Collected data

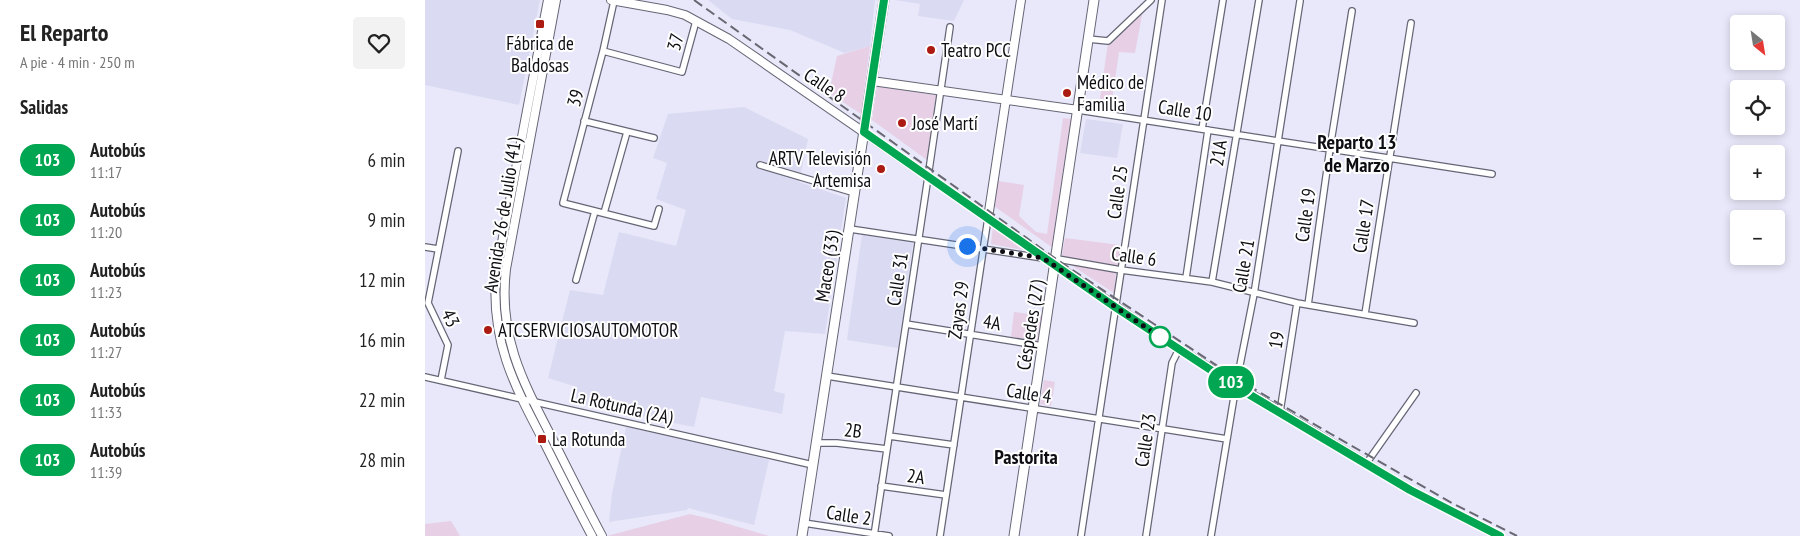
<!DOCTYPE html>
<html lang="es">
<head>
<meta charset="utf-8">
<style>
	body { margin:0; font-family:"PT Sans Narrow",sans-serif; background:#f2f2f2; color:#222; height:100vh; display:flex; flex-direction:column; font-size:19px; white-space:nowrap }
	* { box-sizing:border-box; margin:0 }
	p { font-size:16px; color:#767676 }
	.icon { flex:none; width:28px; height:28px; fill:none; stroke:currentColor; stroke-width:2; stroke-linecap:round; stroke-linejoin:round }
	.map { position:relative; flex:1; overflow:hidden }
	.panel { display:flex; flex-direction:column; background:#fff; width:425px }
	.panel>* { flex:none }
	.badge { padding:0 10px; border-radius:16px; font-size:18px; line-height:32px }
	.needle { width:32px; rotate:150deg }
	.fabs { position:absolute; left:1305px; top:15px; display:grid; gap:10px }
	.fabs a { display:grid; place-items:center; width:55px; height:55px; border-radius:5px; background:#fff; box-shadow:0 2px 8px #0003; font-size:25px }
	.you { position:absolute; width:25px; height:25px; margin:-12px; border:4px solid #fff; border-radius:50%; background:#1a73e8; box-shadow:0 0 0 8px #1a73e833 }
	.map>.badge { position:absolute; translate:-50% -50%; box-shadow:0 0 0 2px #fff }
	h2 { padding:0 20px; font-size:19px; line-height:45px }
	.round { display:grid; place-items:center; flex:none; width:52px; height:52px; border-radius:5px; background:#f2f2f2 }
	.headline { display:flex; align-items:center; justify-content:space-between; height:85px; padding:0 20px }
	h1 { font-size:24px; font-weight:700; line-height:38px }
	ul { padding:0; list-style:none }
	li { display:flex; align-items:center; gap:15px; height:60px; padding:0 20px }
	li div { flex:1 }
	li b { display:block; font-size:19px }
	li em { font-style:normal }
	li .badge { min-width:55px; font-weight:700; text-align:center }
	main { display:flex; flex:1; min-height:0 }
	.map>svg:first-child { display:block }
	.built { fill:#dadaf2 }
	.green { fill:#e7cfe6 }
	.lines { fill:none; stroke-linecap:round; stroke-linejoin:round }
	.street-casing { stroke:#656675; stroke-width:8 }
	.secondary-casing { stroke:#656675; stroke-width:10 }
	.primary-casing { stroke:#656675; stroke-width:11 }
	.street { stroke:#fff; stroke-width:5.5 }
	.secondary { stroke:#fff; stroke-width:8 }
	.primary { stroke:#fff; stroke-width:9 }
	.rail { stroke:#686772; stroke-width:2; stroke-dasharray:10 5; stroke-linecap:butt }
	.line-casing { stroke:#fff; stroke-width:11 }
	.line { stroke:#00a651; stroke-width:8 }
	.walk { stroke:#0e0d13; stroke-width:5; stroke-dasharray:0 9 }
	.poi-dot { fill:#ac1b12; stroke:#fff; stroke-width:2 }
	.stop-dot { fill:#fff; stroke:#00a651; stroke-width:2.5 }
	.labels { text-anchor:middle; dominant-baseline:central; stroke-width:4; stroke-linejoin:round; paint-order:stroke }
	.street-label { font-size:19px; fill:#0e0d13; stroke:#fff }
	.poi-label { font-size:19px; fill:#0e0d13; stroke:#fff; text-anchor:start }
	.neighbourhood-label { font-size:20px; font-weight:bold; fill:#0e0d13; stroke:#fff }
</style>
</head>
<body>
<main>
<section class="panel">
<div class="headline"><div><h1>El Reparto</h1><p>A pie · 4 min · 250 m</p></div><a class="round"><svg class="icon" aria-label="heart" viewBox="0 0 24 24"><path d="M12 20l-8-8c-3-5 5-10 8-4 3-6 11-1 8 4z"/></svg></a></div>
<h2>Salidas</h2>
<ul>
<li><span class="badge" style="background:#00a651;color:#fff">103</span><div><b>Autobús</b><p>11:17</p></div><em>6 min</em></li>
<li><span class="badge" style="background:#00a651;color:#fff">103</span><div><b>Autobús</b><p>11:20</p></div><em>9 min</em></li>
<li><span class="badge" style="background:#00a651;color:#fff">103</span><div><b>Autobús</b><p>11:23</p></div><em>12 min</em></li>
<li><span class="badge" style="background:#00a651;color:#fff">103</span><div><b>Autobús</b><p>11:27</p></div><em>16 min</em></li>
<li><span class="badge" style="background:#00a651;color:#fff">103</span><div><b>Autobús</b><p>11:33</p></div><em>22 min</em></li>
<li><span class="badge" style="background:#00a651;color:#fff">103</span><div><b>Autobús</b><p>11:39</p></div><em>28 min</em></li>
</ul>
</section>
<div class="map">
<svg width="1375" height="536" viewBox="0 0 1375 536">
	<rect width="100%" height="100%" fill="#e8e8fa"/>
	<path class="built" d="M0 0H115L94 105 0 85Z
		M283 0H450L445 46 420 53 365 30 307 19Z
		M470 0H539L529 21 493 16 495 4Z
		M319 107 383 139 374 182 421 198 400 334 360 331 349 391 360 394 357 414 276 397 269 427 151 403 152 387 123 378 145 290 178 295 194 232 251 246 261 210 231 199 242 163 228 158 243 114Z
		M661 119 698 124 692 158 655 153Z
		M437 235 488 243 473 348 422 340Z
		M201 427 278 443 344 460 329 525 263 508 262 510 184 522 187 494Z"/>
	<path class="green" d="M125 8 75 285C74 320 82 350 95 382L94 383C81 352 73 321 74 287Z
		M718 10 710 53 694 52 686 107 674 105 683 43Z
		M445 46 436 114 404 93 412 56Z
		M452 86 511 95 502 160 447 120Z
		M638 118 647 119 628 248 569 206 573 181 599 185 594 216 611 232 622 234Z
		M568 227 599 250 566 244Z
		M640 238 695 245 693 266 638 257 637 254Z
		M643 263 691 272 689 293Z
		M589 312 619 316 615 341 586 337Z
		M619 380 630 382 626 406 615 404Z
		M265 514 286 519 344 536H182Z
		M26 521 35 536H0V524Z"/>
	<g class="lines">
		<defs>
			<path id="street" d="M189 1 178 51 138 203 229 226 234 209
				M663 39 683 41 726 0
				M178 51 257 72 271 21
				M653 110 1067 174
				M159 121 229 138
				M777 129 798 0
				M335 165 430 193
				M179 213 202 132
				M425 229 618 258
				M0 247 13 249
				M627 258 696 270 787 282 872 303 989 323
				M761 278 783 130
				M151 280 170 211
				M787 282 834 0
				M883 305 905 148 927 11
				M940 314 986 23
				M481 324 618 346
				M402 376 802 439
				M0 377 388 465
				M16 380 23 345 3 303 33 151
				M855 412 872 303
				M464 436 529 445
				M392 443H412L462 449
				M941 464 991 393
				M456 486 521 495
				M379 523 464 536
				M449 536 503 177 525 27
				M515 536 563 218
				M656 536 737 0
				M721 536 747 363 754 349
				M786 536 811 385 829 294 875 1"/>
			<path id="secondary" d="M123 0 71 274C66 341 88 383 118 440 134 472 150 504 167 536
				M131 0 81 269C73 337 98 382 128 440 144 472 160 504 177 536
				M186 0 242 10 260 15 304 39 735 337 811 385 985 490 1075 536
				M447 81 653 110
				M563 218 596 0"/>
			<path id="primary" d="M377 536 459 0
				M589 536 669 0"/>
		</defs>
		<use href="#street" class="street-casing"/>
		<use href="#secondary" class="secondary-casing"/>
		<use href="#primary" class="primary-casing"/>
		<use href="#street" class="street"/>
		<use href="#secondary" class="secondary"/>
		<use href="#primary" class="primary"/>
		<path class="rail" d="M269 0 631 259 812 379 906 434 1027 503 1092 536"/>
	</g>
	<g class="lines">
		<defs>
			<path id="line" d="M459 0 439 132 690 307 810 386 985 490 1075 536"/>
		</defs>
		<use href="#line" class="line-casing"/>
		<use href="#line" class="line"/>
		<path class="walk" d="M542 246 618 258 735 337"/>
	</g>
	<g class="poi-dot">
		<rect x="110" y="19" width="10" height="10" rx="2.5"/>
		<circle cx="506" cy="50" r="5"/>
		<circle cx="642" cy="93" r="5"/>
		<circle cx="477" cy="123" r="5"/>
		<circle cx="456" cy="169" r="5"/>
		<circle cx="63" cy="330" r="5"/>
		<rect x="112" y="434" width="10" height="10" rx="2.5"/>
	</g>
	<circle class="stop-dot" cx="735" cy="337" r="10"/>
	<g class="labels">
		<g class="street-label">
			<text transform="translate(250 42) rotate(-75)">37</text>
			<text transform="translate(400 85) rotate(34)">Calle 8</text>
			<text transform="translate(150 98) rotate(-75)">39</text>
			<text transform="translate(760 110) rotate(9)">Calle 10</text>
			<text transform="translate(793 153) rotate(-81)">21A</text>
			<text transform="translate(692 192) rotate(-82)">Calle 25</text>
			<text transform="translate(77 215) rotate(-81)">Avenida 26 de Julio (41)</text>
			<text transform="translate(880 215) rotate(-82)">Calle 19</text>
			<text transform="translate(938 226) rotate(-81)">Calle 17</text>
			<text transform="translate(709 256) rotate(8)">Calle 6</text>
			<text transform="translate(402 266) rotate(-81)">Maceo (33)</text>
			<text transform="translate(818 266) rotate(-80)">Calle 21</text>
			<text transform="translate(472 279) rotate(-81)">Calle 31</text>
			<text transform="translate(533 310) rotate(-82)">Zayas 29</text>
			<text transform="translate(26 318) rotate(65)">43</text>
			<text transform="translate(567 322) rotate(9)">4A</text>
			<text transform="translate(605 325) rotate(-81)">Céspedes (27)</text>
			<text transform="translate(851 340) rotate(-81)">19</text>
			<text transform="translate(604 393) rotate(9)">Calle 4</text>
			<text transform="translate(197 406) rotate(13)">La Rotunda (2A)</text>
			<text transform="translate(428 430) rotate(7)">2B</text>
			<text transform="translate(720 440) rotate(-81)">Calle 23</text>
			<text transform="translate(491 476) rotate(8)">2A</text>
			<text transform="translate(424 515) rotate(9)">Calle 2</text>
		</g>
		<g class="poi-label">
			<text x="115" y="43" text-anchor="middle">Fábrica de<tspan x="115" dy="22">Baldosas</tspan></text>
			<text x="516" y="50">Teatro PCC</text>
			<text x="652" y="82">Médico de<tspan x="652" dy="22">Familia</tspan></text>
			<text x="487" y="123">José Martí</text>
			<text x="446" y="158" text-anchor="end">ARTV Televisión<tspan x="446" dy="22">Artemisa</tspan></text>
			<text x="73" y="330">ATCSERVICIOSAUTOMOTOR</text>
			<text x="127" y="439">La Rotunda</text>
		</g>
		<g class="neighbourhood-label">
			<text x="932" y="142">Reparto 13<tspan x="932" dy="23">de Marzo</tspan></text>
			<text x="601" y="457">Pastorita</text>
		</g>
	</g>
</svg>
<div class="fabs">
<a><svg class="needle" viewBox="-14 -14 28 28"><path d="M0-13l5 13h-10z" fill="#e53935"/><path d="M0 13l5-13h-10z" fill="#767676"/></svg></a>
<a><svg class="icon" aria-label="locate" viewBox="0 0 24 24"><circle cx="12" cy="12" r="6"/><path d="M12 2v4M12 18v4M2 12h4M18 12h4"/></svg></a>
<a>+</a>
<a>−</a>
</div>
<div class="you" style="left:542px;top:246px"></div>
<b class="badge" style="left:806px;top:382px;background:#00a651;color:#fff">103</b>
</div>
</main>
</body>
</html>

#### Prompt
With the line holding "226 234 209" as the first and the line holding "M855 412 872 303" as the last, set down that range of the entries above exactly, and nothing else.

#### Task response
			<path id="street" d="M189 1 178 51 138 203 229 226 234 209
				M663 39 683 41 726 0
				M178 51 257 72 271 21
				M653 110 1067 174
				M159 121 229 138
				M777 129 798 0
				M335 165 430 193
				M179 213 202 132
				M425 229 618 258
				M0 247 13 249
				M627 258 696 270 787 282 872 303 989 323
				M761 278 783 130
				M151 280 170 211
				M787 282 834 0
				M883 305 905 148 927 11
				M940 314 986 23
				M481 324 618 346
				M402 376 802 439
				M0 377 388 465
				M16 380 23 345 3 303 33 151
				M855 412 872 303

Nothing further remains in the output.